--- Dataset entries ---
########

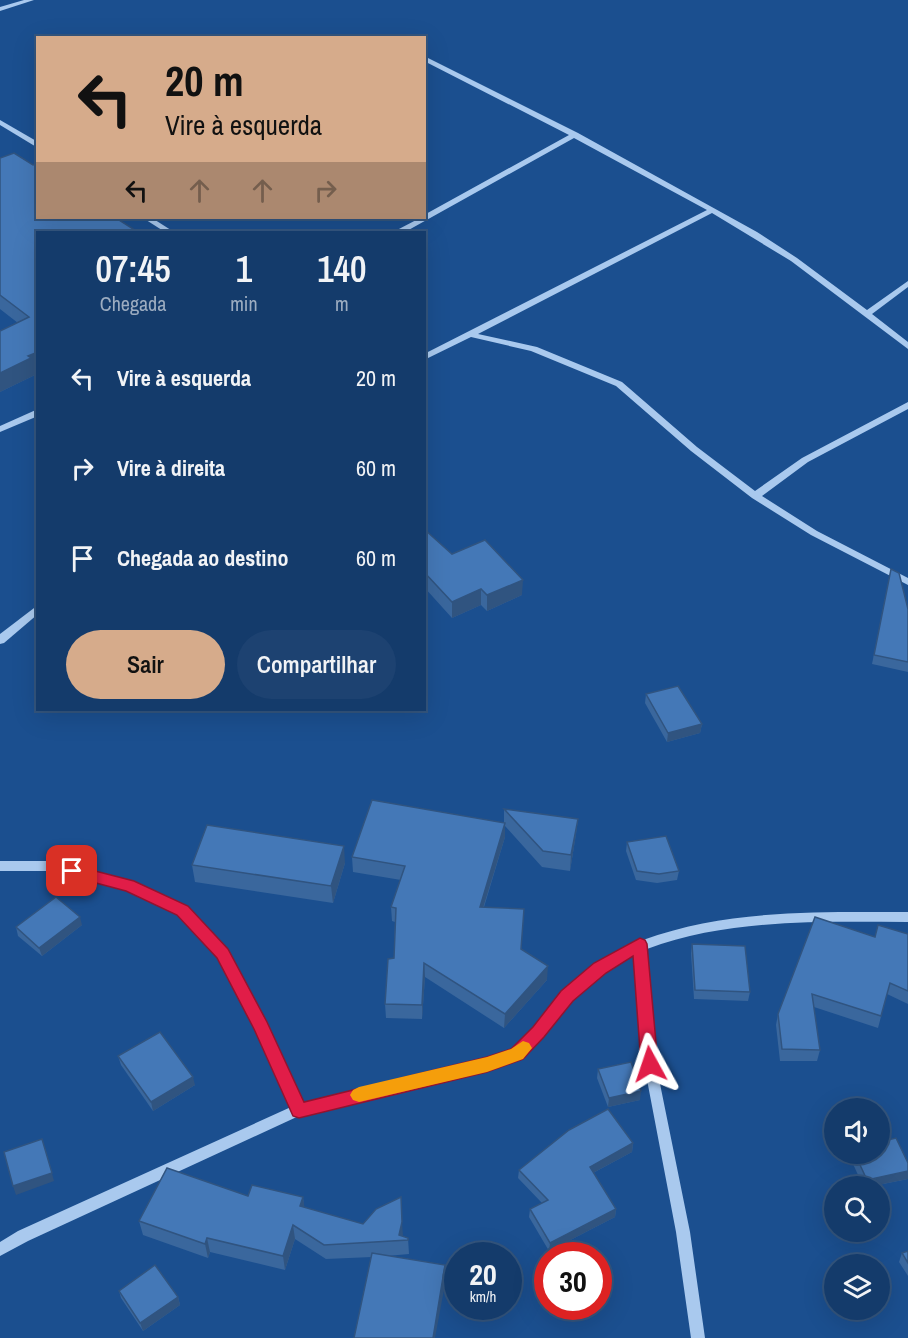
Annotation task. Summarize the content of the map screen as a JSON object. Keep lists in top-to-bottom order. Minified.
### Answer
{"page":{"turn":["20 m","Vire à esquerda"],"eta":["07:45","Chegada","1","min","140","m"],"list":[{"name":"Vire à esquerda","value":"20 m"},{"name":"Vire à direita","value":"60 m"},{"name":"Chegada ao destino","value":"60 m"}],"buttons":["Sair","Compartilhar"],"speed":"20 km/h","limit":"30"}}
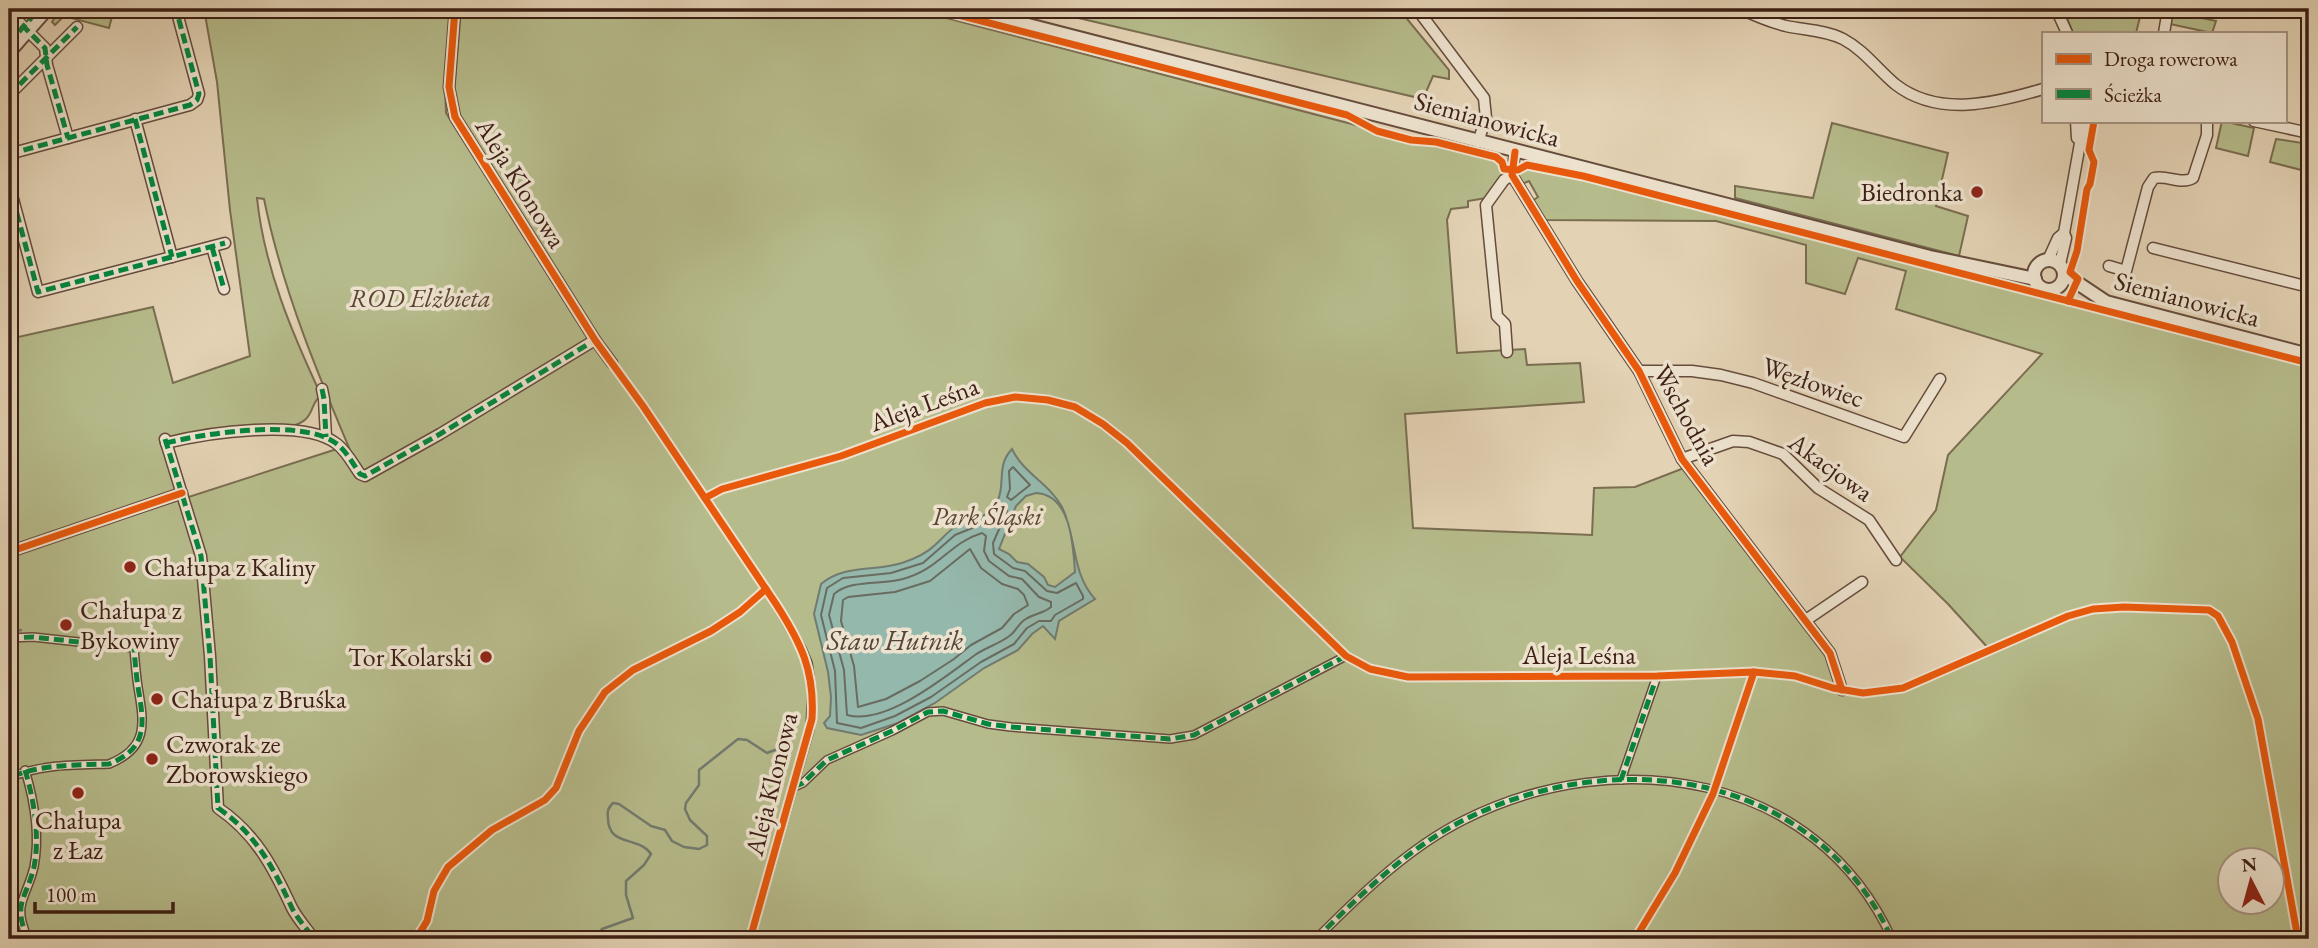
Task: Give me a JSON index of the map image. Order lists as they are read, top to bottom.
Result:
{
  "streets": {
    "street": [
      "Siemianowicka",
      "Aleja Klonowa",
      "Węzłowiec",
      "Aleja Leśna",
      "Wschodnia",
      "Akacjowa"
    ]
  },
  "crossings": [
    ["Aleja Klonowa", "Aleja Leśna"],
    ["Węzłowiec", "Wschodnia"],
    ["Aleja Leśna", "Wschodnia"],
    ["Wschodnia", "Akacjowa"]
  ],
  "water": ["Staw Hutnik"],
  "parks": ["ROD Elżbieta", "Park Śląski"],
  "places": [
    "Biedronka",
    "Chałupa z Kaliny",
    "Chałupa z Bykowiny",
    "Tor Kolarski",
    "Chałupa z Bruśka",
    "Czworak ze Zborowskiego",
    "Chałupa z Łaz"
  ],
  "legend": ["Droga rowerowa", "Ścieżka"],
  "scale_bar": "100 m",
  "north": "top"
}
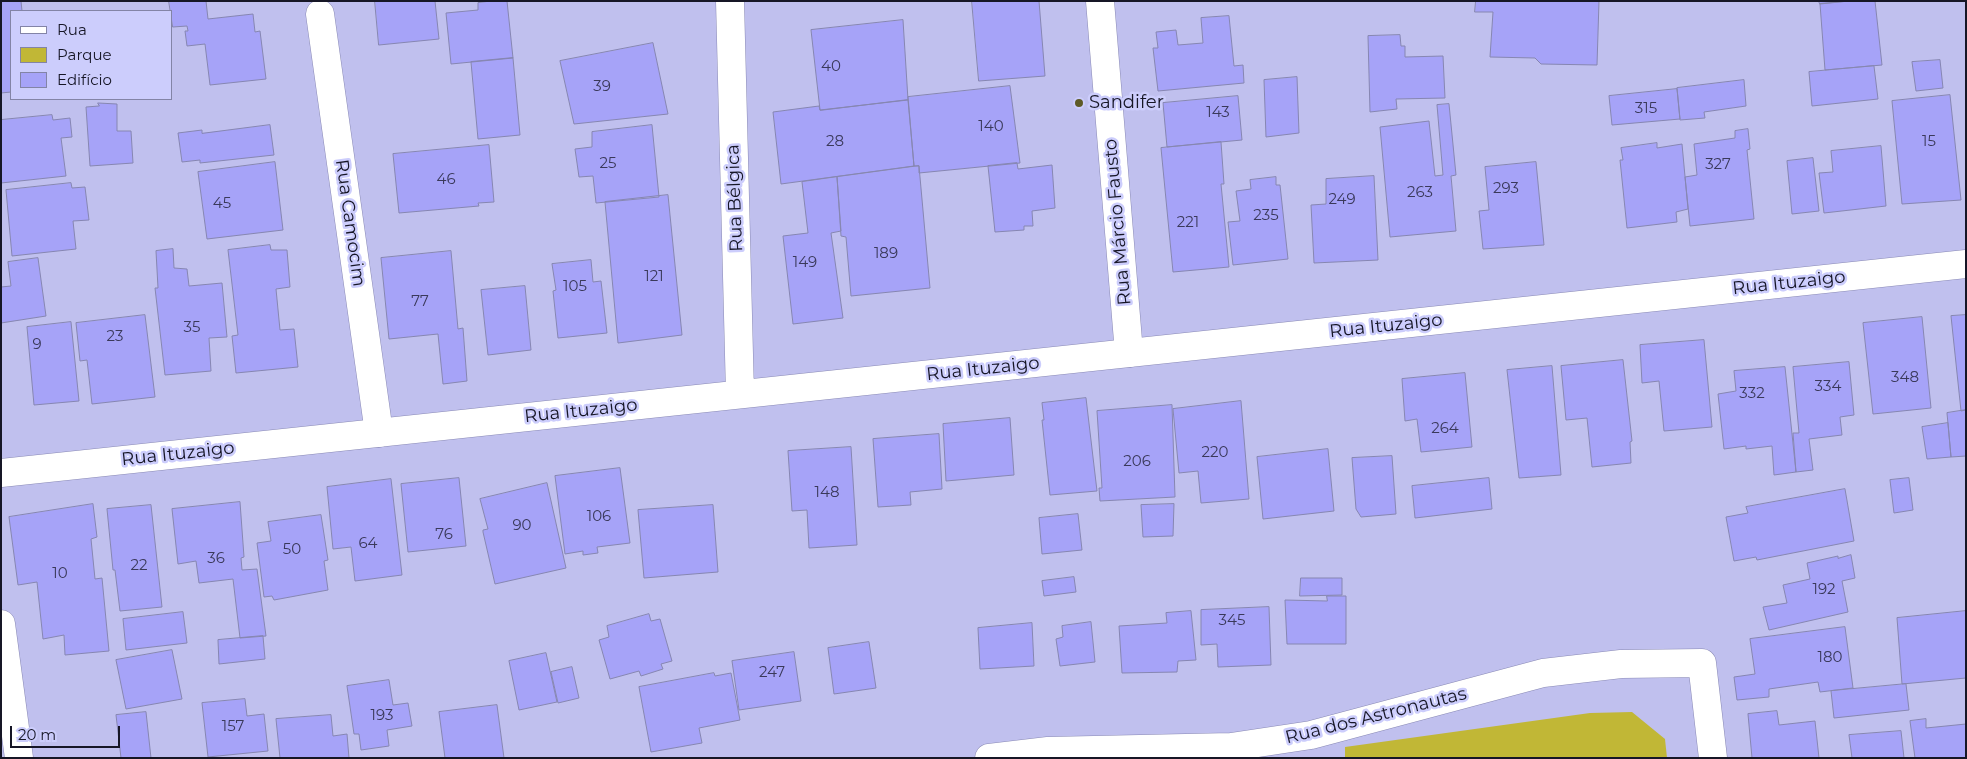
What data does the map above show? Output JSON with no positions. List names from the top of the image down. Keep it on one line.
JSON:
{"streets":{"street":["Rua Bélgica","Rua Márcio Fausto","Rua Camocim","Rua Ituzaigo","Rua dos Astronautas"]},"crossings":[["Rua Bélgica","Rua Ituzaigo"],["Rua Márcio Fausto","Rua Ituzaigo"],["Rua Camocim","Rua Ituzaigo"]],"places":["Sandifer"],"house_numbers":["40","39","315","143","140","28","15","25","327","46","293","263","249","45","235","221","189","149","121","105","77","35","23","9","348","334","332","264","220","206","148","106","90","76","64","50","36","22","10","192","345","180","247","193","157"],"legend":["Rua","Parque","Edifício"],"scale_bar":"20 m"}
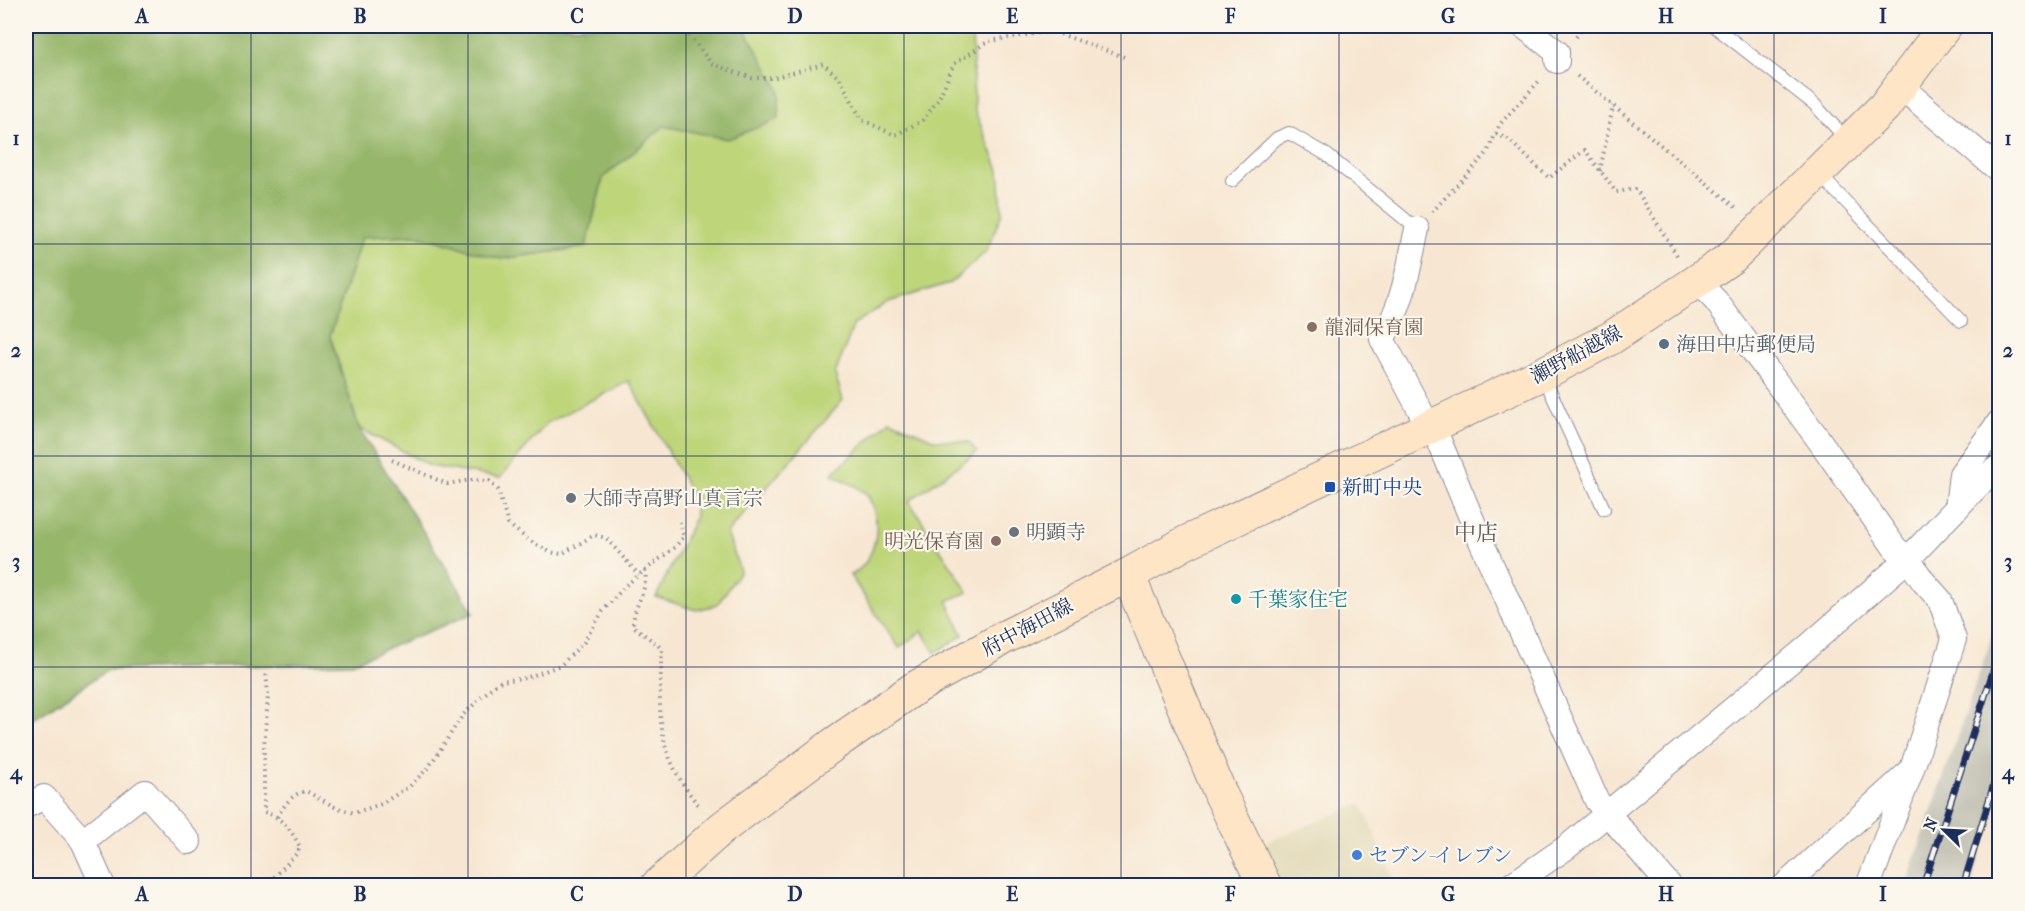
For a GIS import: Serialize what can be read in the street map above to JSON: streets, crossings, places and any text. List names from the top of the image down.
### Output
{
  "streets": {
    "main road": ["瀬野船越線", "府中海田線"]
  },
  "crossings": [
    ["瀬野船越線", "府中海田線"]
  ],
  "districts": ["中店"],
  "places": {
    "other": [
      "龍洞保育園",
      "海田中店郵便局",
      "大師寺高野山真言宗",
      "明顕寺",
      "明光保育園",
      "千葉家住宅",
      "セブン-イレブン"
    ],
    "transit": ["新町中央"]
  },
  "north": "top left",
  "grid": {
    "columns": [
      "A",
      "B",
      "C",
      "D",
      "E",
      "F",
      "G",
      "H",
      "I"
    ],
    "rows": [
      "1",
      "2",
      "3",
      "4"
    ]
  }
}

########

The word "from" appears on some lines of the data above; count those lines and give only the total.

2